…The global audiobook market could be poised to reach heights few in the industry today would dare admit to imagining.


Pretty much since smartphones became mainstream, audio content in the form of podcasts and audiobooks have been gathering momentum as a significant format sector in the global publishing industry.

Even with the à la carte and monthly credit subscription models audio has taken off big time with consumers, while in the markets where publishers are amenable to unlimited subscription audiobooks have quickly become a format to rival – and in the case of Sweden even to exceed – the popularity of print.

But the brake on audio – and especially on longform audiobooks – has always been the production costs of studios, sound engineers and narrators that can add thousands of dollars to the cost of a book as a sound product, deterring many publishers and making some titles financially unviable.

Lurking in the background as the audio industry discovered and embraced digital, was AI – artificial intelligence – with the futuristic promise and premise that one day an entire book could be narrated by a robot and no-one would know any better.

Well, we’re not there yet, but anyone who follows developments in this arena will know quality is accelerating, driven by the proven global demand for digital audio based on text-to-speech (TTS).

As an author I love the idea that one day I might, at the click of a mouse, convert my novels to saleable-quality audiobooks, and as an industry commentator writing TNPS I fantasise about the day I might hit the mouse and my TNPS posts be converted into podcasts.

In the real world it seemed like the latter might happen soonest, as TTS (text to speech) seems to be developing fastest in the non-fiction arena, where delivery relies less on emotion and more purveying information.

But the reality is when I try the latest sample AI offerings I hit one major obstacle – TNPS posts are so full of “foreign” names (as in not in the AI English names database) that the text converted to sound is quite unacceptable. Another couple of years and it might be a different story.

But for fiction, where conveying emotion and tone has been the problem, progress has been palpable, this week resulting in news that one AI-audio operator, UK-based DeepZen, has partnered with US distributor Ingram to offer its AI-audio services to a no doubt cautiously optimistic publishing industry.

Per the DeepZen press release,

The service uses innovative technology that replicates the human voice to create a listening experience that is virtually indistinguishable from the real thing. Developed specifically for audiobooks and long form content, it incorporates artificial intelligence, natural language processing, and next generation algorithms.

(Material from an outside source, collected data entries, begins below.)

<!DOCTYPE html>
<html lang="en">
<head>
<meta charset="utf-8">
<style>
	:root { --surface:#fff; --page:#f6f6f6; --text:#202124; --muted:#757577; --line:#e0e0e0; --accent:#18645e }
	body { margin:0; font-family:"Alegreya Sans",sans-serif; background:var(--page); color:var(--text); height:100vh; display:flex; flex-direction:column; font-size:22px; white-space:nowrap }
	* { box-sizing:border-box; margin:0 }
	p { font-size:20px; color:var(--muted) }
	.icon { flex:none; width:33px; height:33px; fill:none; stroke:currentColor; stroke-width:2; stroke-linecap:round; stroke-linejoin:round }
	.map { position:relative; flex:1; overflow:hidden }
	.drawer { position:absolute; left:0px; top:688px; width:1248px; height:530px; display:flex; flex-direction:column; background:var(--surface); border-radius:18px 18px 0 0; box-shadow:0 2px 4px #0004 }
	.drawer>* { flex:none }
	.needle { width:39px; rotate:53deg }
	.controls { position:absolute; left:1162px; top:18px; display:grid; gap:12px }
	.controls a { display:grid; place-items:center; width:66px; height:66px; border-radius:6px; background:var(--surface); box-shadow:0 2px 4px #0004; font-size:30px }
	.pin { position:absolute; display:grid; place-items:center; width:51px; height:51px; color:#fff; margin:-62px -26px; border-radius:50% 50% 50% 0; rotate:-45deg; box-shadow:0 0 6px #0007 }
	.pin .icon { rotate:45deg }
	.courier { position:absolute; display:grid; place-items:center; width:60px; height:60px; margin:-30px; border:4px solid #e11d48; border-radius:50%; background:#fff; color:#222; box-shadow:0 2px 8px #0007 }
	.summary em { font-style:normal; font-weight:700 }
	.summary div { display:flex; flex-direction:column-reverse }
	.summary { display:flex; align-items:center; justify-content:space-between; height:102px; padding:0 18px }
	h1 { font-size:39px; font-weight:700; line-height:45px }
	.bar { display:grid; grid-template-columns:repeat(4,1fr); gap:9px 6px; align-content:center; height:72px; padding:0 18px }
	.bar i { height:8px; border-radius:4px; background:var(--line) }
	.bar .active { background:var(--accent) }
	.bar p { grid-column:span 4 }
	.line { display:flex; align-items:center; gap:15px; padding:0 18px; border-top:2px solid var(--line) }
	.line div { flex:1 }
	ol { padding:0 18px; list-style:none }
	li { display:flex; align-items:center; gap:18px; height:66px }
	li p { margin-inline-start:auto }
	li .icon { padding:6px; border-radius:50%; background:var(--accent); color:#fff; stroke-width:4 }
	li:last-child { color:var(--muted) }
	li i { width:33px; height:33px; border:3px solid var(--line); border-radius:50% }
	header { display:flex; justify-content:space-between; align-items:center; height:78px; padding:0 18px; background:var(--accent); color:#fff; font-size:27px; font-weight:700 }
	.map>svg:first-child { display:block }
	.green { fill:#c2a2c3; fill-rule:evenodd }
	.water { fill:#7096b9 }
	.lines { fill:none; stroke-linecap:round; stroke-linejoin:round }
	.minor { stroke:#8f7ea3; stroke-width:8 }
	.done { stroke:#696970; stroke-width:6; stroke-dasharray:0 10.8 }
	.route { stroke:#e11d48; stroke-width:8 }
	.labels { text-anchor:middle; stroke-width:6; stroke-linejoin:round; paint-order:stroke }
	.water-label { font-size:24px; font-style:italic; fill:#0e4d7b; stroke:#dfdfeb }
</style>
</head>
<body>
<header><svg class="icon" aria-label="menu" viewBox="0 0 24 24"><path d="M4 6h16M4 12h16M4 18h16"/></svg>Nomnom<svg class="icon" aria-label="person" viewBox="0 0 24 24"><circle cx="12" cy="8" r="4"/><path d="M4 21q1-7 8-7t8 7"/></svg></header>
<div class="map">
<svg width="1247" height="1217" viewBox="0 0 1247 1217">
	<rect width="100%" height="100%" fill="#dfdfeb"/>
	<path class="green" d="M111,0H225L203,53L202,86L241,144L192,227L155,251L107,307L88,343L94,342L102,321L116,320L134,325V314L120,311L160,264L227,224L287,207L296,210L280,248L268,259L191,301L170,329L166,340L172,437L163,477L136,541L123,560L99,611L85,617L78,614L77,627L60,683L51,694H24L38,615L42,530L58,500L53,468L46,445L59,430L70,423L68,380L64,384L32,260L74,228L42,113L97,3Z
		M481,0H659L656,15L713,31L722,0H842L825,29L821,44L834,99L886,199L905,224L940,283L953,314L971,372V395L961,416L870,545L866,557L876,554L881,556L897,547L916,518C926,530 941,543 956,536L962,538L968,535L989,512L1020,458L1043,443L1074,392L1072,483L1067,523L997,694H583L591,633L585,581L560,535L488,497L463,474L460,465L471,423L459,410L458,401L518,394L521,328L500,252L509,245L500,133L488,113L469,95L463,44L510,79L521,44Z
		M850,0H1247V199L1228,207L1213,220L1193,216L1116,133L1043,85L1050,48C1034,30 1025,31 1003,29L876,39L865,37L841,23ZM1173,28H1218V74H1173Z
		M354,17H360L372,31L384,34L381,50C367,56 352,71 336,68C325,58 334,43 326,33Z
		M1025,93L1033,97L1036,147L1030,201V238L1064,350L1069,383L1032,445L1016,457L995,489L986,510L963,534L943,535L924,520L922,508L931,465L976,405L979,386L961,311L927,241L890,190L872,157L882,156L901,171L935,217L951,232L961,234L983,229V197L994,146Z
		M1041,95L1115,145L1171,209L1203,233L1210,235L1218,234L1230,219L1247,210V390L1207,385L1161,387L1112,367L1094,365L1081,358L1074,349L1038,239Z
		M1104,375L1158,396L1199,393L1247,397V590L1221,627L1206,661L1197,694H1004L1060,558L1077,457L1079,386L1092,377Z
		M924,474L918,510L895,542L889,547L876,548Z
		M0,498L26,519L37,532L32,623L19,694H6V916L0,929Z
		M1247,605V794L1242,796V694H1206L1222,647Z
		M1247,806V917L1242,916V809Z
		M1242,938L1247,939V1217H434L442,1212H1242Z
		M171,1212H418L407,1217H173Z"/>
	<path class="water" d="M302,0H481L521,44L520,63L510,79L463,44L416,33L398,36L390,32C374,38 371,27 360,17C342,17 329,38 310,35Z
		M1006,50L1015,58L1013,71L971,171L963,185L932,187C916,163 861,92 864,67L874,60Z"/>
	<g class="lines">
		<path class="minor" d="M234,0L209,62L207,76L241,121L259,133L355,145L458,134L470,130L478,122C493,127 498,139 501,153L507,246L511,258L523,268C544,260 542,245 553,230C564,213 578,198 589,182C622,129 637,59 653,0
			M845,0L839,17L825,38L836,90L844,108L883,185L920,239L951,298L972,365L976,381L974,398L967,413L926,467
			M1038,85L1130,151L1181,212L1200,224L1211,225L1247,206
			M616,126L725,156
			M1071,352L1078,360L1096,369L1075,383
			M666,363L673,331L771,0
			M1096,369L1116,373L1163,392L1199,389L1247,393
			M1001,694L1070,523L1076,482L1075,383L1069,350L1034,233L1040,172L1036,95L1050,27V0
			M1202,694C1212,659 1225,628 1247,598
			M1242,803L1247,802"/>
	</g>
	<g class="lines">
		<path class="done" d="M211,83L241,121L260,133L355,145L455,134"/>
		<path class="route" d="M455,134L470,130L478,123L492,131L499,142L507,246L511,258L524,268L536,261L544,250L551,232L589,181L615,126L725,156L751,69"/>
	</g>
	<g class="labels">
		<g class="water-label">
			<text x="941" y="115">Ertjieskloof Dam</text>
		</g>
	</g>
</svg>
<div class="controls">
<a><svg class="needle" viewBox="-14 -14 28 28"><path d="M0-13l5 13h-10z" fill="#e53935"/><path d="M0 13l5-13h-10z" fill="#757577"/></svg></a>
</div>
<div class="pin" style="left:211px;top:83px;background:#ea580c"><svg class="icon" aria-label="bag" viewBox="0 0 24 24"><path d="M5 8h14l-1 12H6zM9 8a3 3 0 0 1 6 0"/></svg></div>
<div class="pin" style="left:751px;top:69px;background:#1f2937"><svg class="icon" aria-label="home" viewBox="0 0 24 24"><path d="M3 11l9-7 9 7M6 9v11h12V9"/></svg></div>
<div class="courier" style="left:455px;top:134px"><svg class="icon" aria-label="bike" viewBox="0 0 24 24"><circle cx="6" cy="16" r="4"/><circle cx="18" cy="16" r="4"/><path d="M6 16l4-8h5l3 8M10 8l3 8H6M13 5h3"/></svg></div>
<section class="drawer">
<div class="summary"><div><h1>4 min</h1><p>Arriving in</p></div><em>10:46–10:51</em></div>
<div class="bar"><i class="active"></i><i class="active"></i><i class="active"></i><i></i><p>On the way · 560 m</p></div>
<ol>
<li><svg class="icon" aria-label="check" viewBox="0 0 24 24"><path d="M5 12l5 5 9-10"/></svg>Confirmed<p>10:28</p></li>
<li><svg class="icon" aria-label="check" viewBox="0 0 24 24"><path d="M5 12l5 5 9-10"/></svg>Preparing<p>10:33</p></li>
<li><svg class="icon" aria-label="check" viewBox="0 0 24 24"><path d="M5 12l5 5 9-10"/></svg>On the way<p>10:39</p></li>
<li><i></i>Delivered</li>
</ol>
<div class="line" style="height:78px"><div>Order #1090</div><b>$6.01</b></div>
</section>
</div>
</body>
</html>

DeepZen’s AI voices are licensed from voice actors and narrators, capturing all of the elements of the human voice, such as pacing and intonation, and a wide range of emotions that produce more realistic speech patterns. They are benchmarked against human narration, and are a world away from the robotic, monotone, voice assistants with which we are all familiar.

But that still begs the question, are they a world away enough to be acceptable to paying consumers?

The 49 second sample DeepZen offers via the press release really isn’t enough to make that call, but check it out here and see – or rather hear – for yourself.

For publishers the process is supposedly as simple as loading a text, choosing narrator voice, agreeing to the estimate and paying the fee, with a turn around time of three weeks.

The latter seems to confirm the press release detail that this is not just an automated process but will have some level of manual quality control input, which may help assuage publisher reservations.

DeepZen CEO Taylan Kamis said:

We are delighted to be teaming with Ingram to provide publishers with a new, cost-effective and convenient way to create high-quality audiobooks.

Our technology is breaking down barriers, making audiobook production more cost-effective for everyone, and much more accessible for small and mid-size publishers.

The proof will be in the eating, or rather, the listening.

But what publishers big and small need to be asking at this stage is:

a) What will this technology be like in 3, 5 or 10 years time, and
b) Will consumers be comfortable with non-celebrity, imperfect but acceptable audio content if the price is right?

If the answer to b) is yes – and that’s a pretty safe bet – then the tech quality will advance exponentially, and the global audiobook market could be poised to reach heights few in the industry today would dare admit to imagining.